Now that these are setup, let's checkout the consumer info:

{
 "stream_name": "events",
 "name": "db-writer",
 "created": "2022-01-21T11:52:23.267086Z",
 "config": {
  "durable_name": "db-writer",
  "deliver_subject": "_INBOX.5KNAwtzQRkLE3QRZpqcdZI",
  "deliver_group": "db-writer",
  "deliver_policy": "all",
  "ack_policy": "explicit",
  "ack_wait": 30000000000,
  "max_deliver": -1,
  "filter_subject": "events.*.1",
  "replay_policy": "instant",
  "max_ack_pending": 65536
 },
 "delivered": {
  "consumer_seq": 361,
  "stream_seq": 491,
  "last_active": "2022-01-21T11:52:23.268503Z"
 },
 "ack_floor": {
  "consumer_seq": 0,
  "stream_seq": 0
 },
 "num_ack_pending": 361,
 "num_redelivered": 0,
 "num_waiting": 0,
 "num_pending": 373,
 "cluster": {
  "leader": "NBOQU6CZ4DQM7AIX5E5QBQ3NQ5BIDVW6QY6BVYYCUE3T7AZWFEEYALJM"
 },
 "push_bound": true
}

In part one, we enumerated nearly all of these fields, so if you need a refresher please refer to this section of part one. We do however, have a new field to look at!

config.deliver_group is the name of the group we defined above. The default behavior of the method QueueSubscribeSync is to use the group name as durable name (and thus the consumer name) as well.

Wait a minute. ­čžÉ Why is the durable name set?
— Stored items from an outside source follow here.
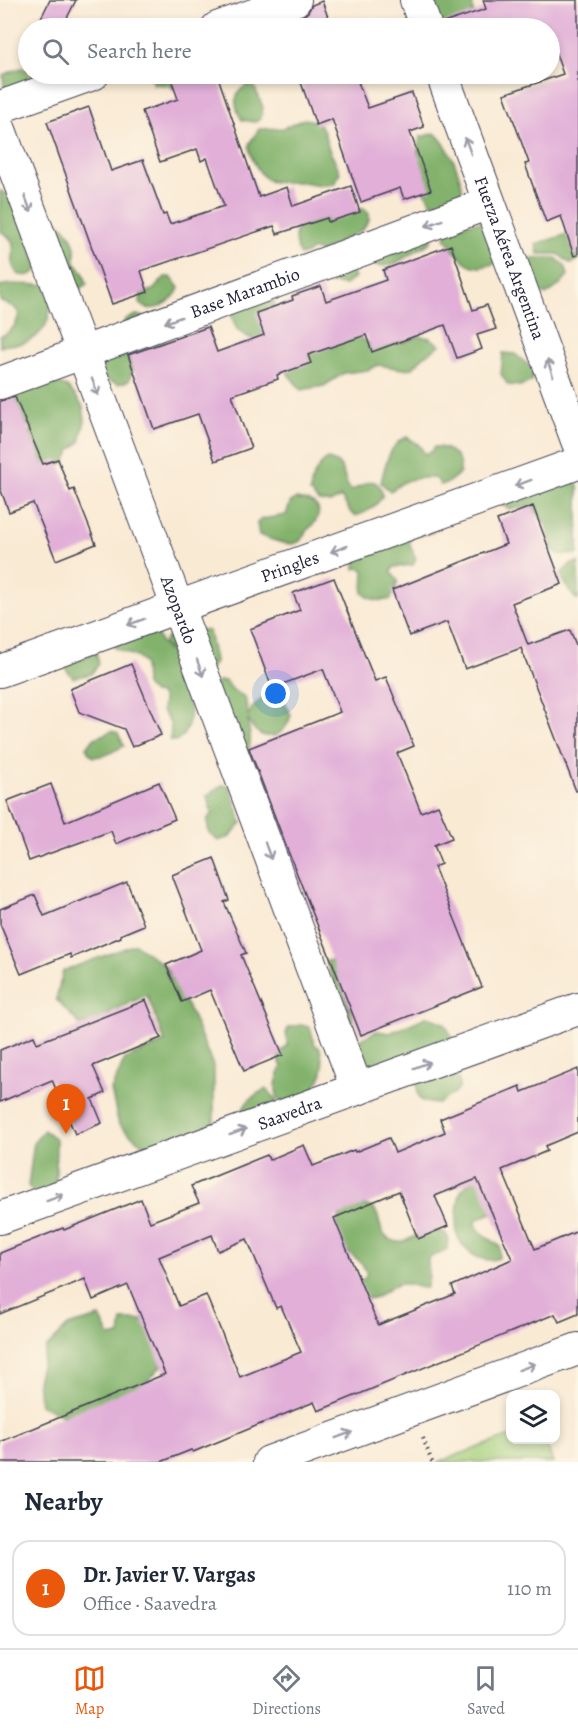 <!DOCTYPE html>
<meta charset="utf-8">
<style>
body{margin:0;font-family:Alegreya,serif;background:#f6f6f7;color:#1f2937}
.controls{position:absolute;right:18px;bottom:18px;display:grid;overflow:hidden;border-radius:12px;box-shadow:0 3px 9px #0003}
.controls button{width:54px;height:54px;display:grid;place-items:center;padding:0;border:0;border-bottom:2px solid #e0e1e3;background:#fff;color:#1f2937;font:30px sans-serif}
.you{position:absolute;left:276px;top:694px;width:21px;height:21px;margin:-15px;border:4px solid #fff;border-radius:50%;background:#1a73e8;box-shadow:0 0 0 9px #1a73e833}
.badge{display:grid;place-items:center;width:39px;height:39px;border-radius:50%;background:#ea580c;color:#fff;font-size:20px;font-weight:700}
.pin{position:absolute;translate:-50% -50px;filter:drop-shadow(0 2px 3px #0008)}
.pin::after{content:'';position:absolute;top:32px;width:21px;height:18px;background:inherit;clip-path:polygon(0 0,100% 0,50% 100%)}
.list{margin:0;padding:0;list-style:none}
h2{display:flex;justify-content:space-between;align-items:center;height:78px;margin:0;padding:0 24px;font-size:26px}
h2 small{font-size:20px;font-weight:400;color:#747a83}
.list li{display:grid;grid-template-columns:39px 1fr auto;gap:18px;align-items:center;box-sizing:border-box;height:96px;margin:0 12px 12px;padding:0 12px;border:2px solid #e0e1e3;border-radius:18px}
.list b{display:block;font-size:22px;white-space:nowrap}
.list p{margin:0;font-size:20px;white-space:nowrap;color:#747a83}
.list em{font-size:20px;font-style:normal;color:#747a83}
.icon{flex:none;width:33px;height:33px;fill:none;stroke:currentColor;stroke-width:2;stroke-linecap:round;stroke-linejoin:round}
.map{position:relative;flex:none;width:578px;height:1462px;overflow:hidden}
.search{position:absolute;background:#fff;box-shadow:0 3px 9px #0003;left:18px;right:18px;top:18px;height:66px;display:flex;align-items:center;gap:15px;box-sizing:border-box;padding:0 21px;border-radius:33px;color:#747a83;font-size:22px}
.sheet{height:186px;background:#fff}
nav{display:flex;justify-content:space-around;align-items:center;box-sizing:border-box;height:84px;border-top:2px solid #e0e1e3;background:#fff;font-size:16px;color:#747a83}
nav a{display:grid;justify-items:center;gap:3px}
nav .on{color:#ea580c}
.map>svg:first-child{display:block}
</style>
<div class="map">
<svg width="578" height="1462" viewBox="0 0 578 1462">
<rect width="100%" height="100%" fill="#fcf5e5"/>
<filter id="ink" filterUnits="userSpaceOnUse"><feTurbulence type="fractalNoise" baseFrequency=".0167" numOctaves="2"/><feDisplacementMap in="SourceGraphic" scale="12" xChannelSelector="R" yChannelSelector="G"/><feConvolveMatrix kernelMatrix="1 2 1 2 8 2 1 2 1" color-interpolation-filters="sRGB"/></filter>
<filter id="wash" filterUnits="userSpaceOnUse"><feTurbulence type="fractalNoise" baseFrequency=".008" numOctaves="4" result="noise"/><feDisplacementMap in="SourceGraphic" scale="24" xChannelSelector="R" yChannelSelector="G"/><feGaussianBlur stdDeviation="1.35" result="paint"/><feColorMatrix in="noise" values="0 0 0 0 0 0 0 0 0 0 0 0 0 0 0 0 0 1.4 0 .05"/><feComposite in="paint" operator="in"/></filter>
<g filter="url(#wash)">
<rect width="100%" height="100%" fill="#f9ead4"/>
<!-- green -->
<path fill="#a3cf7c" stroke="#62785c" stroke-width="1.5" d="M510 1436V1440H545L553 1462H438Z"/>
<!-- forest -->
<g fill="#82b26c" stroke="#526a54" stroke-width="1.5">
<path d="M429 0H472L474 17 484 28H415Z"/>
<path d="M22 68 28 70V74L37 76 40 81 14 93 4 87 3 75C10 73 15 69 22 68Z"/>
<path d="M149 74H212L179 93 169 85 154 84Z"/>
<path d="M248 85 254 86 263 107 261 119 255 122 242 120C234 107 232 92 248 85Z"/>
<path d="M304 119 316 121C328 133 323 133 328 146 331 156 337 163 340 173L334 184C322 187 314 183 301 182 280 180 269 190 256 166 252 159 249 152 249 144L259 129 283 128Z"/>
<path d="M435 133C451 148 461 174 463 196L454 203H431C419 183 414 161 420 137Z"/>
<path d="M0 191 14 197 38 269C32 276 26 277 17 274L13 266C11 251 20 241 0 231Z"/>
<path d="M353 208 365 209 369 213V220L362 230 321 253 316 250H311L306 254 300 255C294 246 295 237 296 227Z"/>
<path d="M45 215C59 220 72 232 75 248 76 253 74 258 75 263L83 272 87 284 75 292Z"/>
<path d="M483 221 512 258C502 261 490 266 480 267 465 268 451 248 445 237L450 226Z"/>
<path d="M434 230 431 242 393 265 378 266 360 253Z"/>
<path d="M568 234 578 251V260L571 264 558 254H538L536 244Z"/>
<path d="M556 258 565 266 568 275 560 285 546 295 536 291 524 259Z"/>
<path d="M349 266 355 277 345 285 322 283 314 276Z"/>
<path d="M165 277H171L179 288C175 301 152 316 140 304L141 293 153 290Z"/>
<path d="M9 284 48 285C54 310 50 334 23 343 16 345 8 344 0 347V336C12 333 17 324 19 313L14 307 0 301V286Z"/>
<path d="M270 290C280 309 272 323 264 341 234 337 231 324 230 296Z"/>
<path d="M136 315 148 318 166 336 162 348C150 353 140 351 128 357L132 371 129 381 118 384 105 380 100 370 125 320Z"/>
<path d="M352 330C357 336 363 342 371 344 384 347 407 343 418 336L430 338 440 345 421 359 413 368 402 369 378 365 368 370 344 373 324 386 301 390 288 374 289 362Z"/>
<path d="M503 353 515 354 533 369 532 381 520 386 508 385 501 374Z"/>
<path d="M50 381 67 387 75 395 83 407 85 420 80 442 71 450 65 462 40 476 29 440 31 426 26 425 5 403 8 395Z"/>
<path d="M407 437 418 444 425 454 431 452 434 447C450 446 462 457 460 473L446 484 440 485 437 479C430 477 409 478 402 483 397 486 395 489 390 491L381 483C384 468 390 442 407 437Z"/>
<path d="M327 459C348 462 341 481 351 491 365 485 376 471 383 495 377 506 367 513 355 516L351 513 341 497 330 503 318 501 310 492C311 479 317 467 327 459Z"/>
<path d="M542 480H572L578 485V554C541 558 556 544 545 523 541 517 536 513 533 507L508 509 502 505 533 496Z"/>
<path d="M295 499C300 500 307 500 311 502 327 510 314 525 306 531 300 554 274 540 259 535L257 523 262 519 286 515 290 503Z"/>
<path d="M437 529 431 533 412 537 409 543 416 559 413 565 394 567 391 572 398 581 391 599C381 602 371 601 363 593L364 570 358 568 355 569V549Z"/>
<path d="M578 562V600C572 597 563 581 561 574L570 565Z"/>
<path d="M155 623C158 648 170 647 180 667 189 685 198 729 176 741L170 740 171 728 170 722 162 711 163 699 160 694 153 693 148 688 145 683 144 664 139 658 115 648 105 632Z"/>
<path d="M179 627 209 631 215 661 209 672 184 666 179 662 173 652 163 645 165 640Z"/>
<path d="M96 652 99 664 91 674 73 678 62 664Z"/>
<path d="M219 681H225L234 691 245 697 248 715C254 703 266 693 280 693L291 715C284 741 258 744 248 719 248 731 254 741 247 752L209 744C215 725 191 713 197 693Z"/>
<path d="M112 731 118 733 124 746 106 755 94 757 89 753 86 747 95 738Z"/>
<path d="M222 785H229L242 823 230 837 218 841 209 833 207 820 212 814 207 796Z"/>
<path d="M135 944 165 966 191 1013 214 1068V1128L166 1148 142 1144 119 1125 111 1090 125 1059 165 1042 147 995 110 1012 104 1021 80 1025 56 999 63 971Z"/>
<path d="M332 960 342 981 356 1031 358 1038 354 1044 326 961Z"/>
<path d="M428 1016 445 1024 454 1041 373 1081 351 1049 363 1038 377 1031 390 1033Z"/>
<path d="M301 1025 310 1027 315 1045 320 1048 323 1066 321 1078 307 1097 283 1107C272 1089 275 1084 282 1066L279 1061 278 1055 288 1045 286 1033 289 1027Z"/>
<path d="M442 1071C452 1074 462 1076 459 1089L438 1104C419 1102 417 1101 417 1082Z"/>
<path d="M266 1089 277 1100 259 1133 237 1122C245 1103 248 1098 266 1089Z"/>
<path d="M44 1130 56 1139V1190L45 1206 28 1186 34 1141Z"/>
<path d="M472 1181 492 1182 498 1210 476 1220C476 1235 491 1237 500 1247L499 1258C482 1265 462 1251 457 1234 455 1227 458 1197 461 1191 464 1187 468 1184 472 1181Z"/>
<path d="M351 1205C357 1205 364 1204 370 1207 385 1213 373 1239 398 1242 406 1243 416 1234 425 1232 431 1231 438 1232 444 1232L448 1237 447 1249C441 1254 434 1254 428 1259L429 1277 426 1288C417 1289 410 1282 401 1284 386 1286 384 1299 364 1299L358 1282 364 1279 367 1275C364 1262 355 1258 346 1250 343 1247 342 1242 340 1237 334 1221 338 1216 351 1205Z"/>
<path d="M100 1317 110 1337 120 1335 122 1320H151L158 1344 161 1366 136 1394 63 1416 40 1405 37 1381 46 1348 68 1326Z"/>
</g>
<g id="blocks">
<!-- building -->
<g fill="#e1afd8" fill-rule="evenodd">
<path d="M50 0H76L62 28H57L40 20Z"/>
<path d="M483 0H578V255L574 256 561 216 546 222 525 164 529 163 504 94 563 74 549 34V28H444L443 23 486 9Z"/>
<path d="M322 1 332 28H269L302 17 308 12 312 5Z"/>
<path d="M186 74H217L259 197 287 187 293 206 351 186 360 212 328 222 327 218 277 234 274 226 141 271 148 292 112 304 47 122 89 107 111 171 143 160 163 215 166 214 170 224 224 206 207 158 201 161 197 149 160 162 142 111 178 99 171 79Z"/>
<path d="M298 74H355L368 108 412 93 424 127 410 132 431 190 404 199 400 188 361 202 332 119 316 125Z"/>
<path d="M451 245 473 310 487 305 496 329 477 335 482 349 457 358 445 325 372 352 366 335 308 355 311 363 277 375 278 379 232 395 251 448 215 461 198 414 154 429 128 355 208 327 217 352 264 335 256 313 293 300 292 296 321 286 326 301 386 280 383 270Z"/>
<path d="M15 397 43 464 58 459 70 491 74 489 96 544 56 560 33 503 9 512 0 488V401Z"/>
<path d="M533 506 562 584 512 603 528 645 570 630 578 650V791H576L521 648 465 669 447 622 409 636 392 590 506 544 497 520Z"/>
<path d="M334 578 375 681 386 677 414 746 397 753 421 812 438 805 452 838 434 845 441 864 434 867 482 987 361 1035 286 846 249 748 340 712 323 669 272 688 250 629 300 610 293 593Z"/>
<path d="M131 664 161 735 132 747 124 729 79 712 70 689Z"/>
<path d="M159 782 175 819 116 844 111 831 29 861 7 801 51 784 65 822Z"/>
<path d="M214 858 229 900 224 902 246 953 241 955 283 1055 244 1071 210 990 182 1002 166 965 201 950 172 875Z"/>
<path d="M127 882 144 925 120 935 121 937 71 958 70 954 21 974 0 924V909L35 895 44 916Z"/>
<path d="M146 1000 161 1038 93 1066 105 1093 92 1099 102 1123 75 1134 52 1080 0 1102V1050L34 1036 37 1043Z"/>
<path d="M578 1069V1132L545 1146 547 1151 502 1170 535 1249 578 1231V1314L559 1322 555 1314 318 1411 314 1402 193 1452 191 1450 161 1462H0V1442L165 1374 128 1285 93 1300 85 1279 0 1314V1253L63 1228 64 1230 141 1199 150 1222 199 1203 191 1186 267 1155 269 1160 304 1145 313 1166 354 1150 355 1152 389 1138 395 1153 445 1132 440 1119 520 1086 522 1092ZM477 1179 512 1259 452 1286 455 1294 378 1325 334 1218 399 1191 418 1239 448 1226 435 1196ZM212 1235 218 1251 247 1239 276 1308 281 1306 301 1352 240 1377 206 1295 179 1306 159 1257Z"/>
</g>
</g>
</g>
<g filter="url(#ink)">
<use href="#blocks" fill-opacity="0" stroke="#424052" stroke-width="1.5"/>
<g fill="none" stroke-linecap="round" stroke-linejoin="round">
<!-- minor casing -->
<g stroke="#424052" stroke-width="34">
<g id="minor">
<path d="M416 0 426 28"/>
<path d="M217 28 295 0"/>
<path id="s1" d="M442 74 578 443"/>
<path d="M0 107 93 74"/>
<path id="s2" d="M0 130 357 1089"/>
<path id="s3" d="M0 383 489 203"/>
<path id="s4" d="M0 671 578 463"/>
<path id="s5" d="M0 1218 578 1009"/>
<path d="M269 1462 578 1349"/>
</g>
</g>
<!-- path -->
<path stroke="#424052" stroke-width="4" stroke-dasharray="1.5 4.5" stroke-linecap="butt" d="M423 1438 432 1462"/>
<!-- minor -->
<use href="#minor" stroke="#fff" stroke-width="32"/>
</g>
<!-- one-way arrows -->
<defs><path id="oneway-shaft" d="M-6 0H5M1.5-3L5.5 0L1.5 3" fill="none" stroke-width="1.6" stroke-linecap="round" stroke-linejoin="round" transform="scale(1.5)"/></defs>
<g stroke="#9c9ca7">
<use href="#oneway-shaft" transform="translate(468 146) rotate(-110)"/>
<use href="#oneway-shaft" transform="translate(28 204) rotate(70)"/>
<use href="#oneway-shaft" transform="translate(434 223) rotate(160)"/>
<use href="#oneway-shaft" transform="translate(173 320) rotate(160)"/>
<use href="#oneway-shaft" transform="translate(550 368) rotate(-110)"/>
<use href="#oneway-shaft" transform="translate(95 387) rotate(70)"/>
<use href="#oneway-shaft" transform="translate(523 483) rotate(160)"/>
<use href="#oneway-shaft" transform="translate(339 549) rotate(160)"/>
<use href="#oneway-shaft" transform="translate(136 622) rotate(160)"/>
<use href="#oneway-shaft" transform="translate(200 668) rotate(70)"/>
<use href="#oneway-shaft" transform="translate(268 851) rotate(70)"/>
<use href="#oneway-shaft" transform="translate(422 1065) rotate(-20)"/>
<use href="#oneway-shaft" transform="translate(238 1132) rotate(-20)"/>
<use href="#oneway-shaft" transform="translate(55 1198) rotate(-20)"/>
<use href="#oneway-shaft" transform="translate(527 1367) rotate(-20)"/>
<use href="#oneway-shaft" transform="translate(344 1435) rotate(-20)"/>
</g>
</g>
<g text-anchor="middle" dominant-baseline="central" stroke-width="4.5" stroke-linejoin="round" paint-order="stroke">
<!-- street labels -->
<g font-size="18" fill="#22223b" stroke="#fcf5e5">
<text stroke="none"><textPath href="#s1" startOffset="196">Fuerza Aérea Argentina</textPath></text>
<text stroke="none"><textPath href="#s3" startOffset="261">Base Marambio</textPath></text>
<text stroke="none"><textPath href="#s4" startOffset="308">Pringles</textPath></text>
<text stroke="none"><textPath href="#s2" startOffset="512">Azopardo</textPath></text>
<text stroke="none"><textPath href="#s5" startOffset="308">Saavedra</textPath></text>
</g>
</g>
</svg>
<div class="controls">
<button><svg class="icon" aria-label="layers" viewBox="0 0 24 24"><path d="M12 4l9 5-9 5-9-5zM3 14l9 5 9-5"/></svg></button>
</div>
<div class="you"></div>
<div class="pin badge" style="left:66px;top:1134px">1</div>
<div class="search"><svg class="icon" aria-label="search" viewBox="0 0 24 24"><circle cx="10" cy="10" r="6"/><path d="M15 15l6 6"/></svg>Search here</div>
</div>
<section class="sheet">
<h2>Nearby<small></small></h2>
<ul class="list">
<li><span class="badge">1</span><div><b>Dr. Javier V. Vargas</b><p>Office · Saavedra</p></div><em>110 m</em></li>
</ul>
</section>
<nav>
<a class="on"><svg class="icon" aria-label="map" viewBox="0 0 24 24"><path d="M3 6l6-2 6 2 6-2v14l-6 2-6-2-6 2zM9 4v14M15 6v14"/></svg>Map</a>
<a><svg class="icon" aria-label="directions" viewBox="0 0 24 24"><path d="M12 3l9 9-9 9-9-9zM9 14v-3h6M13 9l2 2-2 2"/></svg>Directions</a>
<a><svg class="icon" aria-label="saved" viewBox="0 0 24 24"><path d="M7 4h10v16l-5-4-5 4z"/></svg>Saved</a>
</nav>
Recall that when we used SubscribeSync in part one, this created an ephemeral consumer. The consumer was given a random name and no durable name was set. When the subscription unsubscribed, the corresponding consumer was deleted.

Why isn't the behavior the same for QueueSubscribeSync?
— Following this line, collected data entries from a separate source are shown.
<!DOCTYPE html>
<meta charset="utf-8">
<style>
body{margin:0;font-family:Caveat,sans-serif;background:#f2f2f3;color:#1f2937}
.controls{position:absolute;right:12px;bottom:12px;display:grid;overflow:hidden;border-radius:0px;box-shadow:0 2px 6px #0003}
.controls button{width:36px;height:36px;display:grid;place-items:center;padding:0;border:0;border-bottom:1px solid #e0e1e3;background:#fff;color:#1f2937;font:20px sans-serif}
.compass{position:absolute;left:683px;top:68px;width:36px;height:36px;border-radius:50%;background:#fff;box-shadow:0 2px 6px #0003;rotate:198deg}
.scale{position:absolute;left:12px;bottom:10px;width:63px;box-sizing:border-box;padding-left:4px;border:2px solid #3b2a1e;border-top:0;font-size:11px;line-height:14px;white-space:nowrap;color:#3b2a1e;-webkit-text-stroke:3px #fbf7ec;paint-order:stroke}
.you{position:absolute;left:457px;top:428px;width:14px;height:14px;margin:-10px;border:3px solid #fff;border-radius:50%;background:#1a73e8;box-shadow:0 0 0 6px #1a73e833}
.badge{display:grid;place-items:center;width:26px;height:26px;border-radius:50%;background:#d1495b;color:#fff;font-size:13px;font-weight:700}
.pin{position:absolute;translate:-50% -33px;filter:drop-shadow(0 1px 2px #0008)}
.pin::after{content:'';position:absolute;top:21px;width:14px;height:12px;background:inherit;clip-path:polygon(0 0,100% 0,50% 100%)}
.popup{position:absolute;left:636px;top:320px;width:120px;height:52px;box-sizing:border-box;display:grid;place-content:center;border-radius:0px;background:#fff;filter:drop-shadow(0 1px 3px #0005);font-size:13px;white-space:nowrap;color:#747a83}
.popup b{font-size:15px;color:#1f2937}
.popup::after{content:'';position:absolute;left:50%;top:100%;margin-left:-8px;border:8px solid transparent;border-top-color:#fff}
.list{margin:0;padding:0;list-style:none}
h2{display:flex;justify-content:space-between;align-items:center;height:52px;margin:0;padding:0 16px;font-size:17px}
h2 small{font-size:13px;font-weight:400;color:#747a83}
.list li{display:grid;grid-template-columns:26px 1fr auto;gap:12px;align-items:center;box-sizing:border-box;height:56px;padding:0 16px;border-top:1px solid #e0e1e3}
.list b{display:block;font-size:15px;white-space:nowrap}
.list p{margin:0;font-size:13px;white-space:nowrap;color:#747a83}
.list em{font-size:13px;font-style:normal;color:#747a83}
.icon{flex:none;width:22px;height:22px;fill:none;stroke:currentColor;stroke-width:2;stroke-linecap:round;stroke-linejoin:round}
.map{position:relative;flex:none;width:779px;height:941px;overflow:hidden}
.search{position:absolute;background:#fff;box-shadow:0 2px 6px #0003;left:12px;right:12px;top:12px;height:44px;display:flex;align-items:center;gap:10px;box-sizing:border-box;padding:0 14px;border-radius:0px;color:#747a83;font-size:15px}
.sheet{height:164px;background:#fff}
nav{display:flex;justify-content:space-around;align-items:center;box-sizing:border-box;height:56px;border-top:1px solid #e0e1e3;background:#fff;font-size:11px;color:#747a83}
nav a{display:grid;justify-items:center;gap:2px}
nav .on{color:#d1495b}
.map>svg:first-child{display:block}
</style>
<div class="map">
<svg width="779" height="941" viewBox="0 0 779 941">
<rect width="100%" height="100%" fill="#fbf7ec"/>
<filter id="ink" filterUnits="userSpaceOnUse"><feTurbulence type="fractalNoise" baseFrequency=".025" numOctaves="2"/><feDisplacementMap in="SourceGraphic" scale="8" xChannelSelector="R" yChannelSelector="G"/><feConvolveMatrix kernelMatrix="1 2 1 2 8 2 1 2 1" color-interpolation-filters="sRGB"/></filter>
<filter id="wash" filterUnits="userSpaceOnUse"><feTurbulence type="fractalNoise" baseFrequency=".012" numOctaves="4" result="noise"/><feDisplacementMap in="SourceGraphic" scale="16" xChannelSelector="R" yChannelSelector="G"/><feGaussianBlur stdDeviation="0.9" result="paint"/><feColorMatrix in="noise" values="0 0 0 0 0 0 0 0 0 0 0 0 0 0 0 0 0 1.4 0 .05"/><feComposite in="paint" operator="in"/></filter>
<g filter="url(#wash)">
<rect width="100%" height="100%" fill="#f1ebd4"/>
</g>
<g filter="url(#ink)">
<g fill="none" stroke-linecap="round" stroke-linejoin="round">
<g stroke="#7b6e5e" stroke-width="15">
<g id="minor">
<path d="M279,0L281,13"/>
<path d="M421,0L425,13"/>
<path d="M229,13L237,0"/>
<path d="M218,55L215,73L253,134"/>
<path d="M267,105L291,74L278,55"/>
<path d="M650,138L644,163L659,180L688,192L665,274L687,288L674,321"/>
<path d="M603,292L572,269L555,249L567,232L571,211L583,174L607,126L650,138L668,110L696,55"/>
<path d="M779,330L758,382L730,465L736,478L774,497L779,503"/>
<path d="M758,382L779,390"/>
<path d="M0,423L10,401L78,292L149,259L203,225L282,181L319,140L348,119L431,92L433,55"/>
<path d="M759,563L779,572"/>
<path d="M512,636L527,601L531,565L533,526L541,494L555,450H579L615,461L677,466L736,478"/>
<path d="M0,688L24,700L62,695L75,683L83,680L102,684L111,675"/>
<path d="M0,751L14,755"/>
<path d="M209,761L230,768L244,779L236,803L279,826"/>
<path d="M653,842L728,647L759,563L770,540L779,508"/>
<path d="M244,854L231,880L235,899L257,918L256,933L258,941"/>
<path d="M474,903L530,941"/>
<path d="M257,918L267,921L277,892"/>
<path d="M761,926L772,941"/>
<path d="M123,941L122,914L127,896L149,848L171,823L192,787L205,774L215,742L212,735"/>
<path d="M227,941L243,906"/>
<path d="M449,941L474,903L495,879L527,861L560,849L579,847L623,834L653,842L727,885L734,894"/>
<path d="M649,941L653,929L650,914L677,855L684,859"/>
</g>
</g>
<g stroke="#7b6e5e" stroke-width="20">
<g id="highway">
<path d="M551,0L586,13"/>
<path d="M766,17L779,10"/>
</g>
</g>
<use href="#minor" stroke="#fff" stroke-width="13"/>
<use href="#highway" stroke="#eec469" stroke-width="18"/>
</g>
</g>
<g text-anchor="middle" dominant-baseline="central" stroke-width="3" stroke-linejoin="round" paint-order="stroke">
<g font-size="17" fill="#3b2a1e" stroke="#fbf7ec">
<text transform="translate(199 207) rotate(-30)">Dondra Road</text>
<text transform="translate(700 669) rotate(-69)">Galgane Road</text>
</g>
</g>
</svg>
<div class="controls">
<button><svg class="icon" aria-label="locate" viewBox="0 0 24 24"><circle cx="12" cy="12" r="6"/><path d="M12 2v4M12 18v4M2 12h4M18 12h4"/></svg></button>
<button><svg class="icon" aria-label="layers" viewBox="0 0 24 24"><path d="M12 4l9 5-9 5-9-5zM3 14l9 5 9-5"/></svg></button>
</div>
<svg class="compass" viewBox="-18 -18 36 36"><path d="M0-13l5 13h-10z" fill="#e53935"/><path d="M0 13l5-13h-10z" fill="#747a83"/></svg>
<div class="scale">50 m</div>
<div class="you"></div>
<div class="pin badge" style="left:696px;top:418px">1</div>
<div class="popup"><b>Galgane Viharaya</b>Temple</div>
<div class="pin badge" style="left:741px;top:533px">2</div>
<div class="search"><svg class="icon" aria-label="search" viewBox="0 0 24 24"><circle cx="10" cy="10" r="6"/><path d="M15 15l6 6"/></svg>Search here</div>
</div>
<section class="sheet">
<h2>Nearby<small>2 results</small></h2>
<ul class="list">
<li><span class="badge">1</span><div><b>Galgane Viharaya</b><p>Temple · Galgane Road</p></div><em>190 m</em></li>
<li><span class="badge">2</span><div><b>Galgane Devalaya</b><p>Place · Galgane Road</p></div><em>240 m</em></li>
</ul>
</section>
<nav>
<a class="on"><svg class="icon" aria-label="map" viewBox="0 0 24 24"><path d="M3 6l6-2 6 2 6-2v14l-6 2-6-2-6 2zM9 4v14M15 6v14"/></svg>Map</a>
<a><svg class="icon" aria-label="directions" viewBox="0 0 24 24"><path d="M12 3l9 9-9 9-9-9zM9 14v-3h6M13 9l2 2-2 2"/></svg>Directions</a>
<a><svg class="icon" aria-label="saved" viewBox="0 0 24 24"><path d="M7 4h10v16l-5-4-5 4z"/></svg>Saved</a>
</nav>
Since the expected usage is for a group of subscribers, we need to know what the name of the consumer is (rather than a randomly generated one). This allows for multiple instances of js.QueueSubscribeSync("events.*.1", "db-writer") to be setup. The consumer will be created transparently on the first call, while the rest simply bind to the existing consumer.

Another reason is that if two members subscribed and one unsubscribed, we wouldn't want one of the member unsubscribing and deleting the consumer while others are still connected.

For these reasons, the behavior is different so consumers aren't deleted unexpectedly while still in use.

Explicit configuration

Setting up an explicit queue group consumer is just as simple as the non-group version. The only addition is the DeliverGroup field.

// Create the consumer with the same config options as above.
js.AddConsumer("events", &nats.ConsumerConfig{
  Durable: "db-writer",
  DeliverSubject: "_INBOX.5KNAwtzQRkLE3QRZpqcdZI",
  DeliverGroup: "db-writer",
  DeliverPolicy: nats.DeliverAllPolicy,
  AckPolicy: nats.AckExplicitPolicy,
  AckWait: 30*time.Second,
  MaxDeliver: -1,
  FilterSubject: "events.*.1",
  ReplayPolicy: nats.ReplayInstantPolicy,
  MaxAckPending: 65536,
})

How do we setup subscriptions for it now? As mentioned above, core NATS also supports queue groups and has the corresponding subscription methods.

// Create a subscription with the deliver subject and queue name.
nc.QueueSubscribeSync(
  "_INBOX.5KNAwtzQRkLE3QRZpqcdZI",
  "db-writer",
)

Multiple threads/processes/containers can now be deployed with this subscription and NATS will transparently distribute messages to all members of the group. Likewise, any can be removed and the remaining members will get the messages. And since this queue group is backed by a persistent stream, we can guarantee messages won't be dropped!

Takeaways

  • Core NATS queue groups are ideal for service deployments (request-reply interactions) since they are the low-latency and highly available. Requests are often retried by clients if a time out occurs, so dropped messages are not really an issue for this use case.
  • JetStream queue groups are ideal for queuing and streaming workloads where we've accepted a message/unit of work from a client. We need to persist it and ensure the message has been processed with respect to the stream's retention policy.
  • Use MaxAckPending(1) in a JetStream queue group to enforce ordered delivery/processing of messages.
  • It is possible for a message to be redelivered if ack to the server failed for some reason (this varies based on your network stability). Where possible implement message processing to be idempotent.